## Task:
Look through the lines below, find those with the word "font", and copy them.

━━━━━ Supplied entries

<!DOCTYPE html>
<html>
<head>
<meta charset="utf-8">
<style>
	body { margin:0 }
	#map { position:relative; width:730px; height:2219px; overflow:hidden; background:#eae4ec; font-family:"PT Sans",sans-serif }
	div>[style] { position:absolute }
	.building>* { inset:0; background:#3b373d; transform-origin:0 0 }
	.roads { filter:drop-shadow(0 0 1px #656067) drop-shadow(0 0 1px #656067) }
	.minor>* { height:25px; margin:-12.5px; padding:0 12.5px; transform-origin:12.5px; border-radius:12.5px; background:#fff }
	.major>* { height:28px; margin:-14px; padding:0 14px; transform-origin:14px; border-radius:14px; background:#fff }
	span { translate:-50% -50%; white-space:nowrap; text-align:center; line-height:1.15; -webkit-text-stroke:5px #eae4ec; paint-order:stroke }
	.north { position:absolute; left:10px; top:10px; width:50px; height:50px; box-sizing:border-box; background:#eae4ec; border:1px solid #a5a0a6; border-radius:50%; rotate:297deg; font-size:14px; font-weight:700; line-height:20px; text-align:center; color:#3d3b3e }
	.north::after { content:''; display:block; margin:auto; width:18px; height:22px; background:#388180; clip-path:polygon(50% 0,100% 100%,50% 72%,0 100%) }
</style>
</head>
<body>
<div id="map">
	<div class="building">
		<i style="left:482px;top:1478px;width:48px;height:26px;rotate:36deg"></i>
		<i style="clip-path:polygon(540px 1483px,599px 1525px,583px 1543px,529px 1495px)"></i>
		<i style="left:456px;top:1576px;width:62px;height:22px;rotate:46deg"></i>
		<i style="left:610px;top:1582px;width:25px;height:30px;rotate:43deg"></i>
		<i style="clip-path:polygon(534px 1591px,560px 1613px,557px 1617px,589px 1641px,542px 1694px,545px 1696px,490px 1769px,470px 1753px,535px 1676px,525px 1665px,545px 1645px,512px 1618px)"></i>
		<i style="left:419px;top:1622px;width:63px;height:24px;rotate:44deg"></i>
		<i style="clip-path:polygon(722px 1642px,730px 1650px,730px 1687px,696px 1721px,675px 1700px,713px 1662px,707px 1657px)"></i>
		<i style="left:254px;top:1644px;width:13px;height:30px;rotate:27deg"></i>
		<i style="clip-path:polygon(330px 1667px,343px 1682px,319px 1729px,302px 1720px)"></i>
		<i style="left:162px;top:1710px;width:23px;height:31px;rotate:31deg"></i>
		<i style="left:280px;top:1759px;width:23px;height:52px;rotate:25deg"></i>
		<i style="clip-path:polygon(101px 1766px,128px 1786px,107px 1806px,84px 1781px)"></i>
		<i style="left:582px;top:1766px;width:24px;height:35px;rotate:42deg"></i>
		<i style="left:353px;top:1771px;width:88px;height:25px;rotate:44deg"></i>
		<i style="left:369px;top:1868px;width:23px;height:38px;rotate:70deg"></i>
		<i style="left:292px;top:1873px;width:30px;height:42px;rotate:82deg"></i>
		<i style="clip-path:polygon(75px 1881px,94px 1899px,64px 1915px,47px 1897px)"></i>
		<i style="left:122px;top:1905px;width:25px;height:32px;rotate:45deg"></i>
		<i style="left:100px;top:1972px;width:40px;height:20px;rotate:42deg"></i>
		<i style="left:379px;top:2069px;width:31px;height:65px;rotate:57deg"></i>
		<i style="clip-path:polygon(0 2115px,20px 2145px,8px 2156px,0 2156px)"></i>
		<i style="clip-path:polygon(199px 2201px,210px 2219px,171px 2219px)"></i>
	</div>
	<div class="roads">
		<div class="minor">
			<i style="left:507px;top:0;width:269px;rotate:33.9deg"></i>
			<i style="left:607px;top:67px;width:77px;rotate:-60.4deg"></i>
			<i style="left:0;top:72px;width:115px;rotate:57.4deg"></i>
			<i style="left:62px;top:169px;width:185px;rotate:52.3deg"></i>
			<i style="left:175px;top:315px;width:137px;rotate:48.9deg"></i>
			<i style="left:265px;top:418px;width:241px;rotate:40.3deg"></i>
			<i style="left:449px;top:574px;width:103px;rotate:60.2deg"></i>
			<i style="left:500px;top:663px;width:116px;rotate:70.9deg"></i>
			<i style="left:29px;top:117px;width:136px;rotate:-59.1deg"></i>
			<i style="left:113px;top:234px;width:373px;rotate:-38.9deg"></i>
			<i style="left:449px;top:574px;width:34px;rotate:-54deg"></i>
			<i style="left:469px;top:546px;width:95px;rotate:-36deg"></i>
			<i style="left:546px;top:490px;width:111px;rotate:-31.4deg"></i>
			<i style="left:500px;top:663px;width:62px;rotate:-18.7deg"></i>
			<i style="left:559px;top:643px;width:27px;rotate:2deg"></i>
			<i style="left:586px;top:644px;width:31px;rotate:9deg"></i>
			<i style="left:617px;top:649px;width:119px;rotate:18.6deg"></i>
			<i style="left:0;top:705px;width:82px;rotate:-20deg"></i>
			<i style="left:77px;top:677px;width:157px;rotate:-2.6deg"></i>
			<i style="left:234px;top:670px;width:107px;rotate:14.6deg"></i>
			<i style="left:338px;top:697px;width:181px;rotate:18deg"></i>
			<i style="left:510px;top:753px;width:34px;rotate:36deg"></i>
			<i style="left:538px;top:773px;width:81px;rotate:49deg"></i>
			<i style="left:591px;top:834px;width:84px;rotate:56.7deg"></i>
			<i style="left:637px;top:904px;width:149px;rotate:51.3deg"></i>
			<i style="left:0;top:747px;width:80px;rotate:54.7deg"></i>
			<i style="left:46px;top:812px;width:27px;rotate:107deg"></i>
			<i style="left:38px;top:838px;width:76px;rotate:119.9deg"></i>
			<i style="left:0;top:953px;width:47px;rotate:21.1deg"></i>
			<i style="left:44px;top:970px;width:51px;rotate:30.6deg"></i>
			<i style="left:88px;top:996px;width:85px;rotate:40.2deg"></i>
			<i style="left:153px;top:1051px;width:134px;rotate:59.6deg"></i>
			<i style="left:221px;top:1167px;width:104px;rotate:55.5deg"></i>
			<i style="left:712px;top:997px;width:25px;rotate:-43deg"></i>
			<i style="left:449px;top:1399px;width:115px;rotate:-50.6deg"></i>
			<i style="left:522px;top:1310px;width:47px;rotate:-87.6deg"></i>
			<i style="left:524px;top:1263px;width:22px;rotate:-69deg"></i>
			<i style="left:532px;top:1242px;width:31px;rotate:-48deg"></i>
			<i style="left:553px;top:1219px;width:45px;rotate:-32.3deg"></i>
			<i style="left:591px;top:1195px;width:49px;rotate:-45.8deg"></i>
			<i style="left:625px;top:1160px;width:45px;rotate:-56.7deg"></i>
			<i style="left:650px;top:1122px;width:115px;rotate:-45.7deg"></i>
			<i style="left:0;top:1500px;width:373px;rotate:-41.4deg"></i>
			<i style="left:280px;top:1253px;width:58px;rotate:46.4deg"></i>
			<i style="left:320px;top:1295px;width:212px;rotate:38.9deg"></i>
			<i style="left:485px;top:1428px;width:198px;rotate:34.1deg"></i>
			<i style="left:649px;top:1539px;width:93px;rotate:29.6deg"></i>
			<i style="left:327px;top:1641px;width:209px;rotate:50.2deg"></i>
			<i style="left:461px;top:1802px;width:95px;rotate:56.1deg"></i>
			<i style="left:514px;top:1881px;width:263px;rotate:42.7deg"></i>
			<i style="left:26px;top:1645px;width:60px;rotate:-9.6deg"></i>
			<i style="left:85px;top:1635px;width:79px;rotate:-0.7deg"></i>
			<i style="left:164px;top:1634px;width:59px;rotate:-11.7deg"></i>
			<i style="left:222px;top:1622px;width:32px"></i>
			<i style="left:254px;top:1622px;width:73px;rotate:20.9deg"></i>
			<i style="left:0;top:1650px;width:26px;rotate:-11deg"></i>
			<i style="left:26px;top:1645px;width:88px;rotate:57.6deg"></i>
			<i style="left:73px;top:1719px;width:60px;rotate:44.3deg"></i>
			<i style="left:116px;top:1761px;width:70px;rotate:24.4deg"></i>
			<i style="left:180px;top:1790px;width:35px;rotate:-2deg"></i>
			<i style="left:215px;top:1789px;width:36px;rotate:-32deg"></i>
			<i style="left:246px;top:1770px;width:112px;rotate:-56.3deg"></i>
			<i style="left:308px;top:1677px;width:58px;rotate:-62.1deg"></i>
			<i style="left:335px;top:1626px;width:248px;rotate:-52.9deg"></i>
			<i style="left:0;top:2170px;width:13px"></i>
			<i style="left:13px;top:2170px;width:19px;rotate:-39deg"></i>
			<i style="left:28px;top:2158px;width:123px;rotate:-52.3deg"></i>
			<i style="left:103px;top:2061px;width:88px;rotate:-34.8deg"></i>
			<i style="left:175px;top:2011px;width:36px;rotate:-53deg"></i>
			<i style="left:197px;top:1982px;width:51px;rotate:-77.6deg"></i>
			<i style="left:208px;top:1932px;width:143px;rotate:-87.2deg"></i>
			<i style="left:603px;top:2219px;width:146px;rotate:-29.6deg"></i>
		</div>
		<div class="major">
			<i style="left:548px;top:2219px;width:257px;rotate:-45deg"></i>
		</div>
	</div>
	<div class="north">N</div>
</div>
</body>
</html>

━━━━━━━━━━

## Answer section:
	#map { position:relative; width:730px; height:2219px; overflow:hidden; background:#eae4ec; font-family:"PT Sans",sans-serif }
	.north { position:absolute; left:10px; top:10px; width:50px; height:50px; box-sizing:border-box; background:#eae4ec; border:1px solid #a5a0a6; border-radius:50%; rotate:297deg; font-size:14px; font-weight:700; line-height:20px; text-align:center; color:#3d3b3e }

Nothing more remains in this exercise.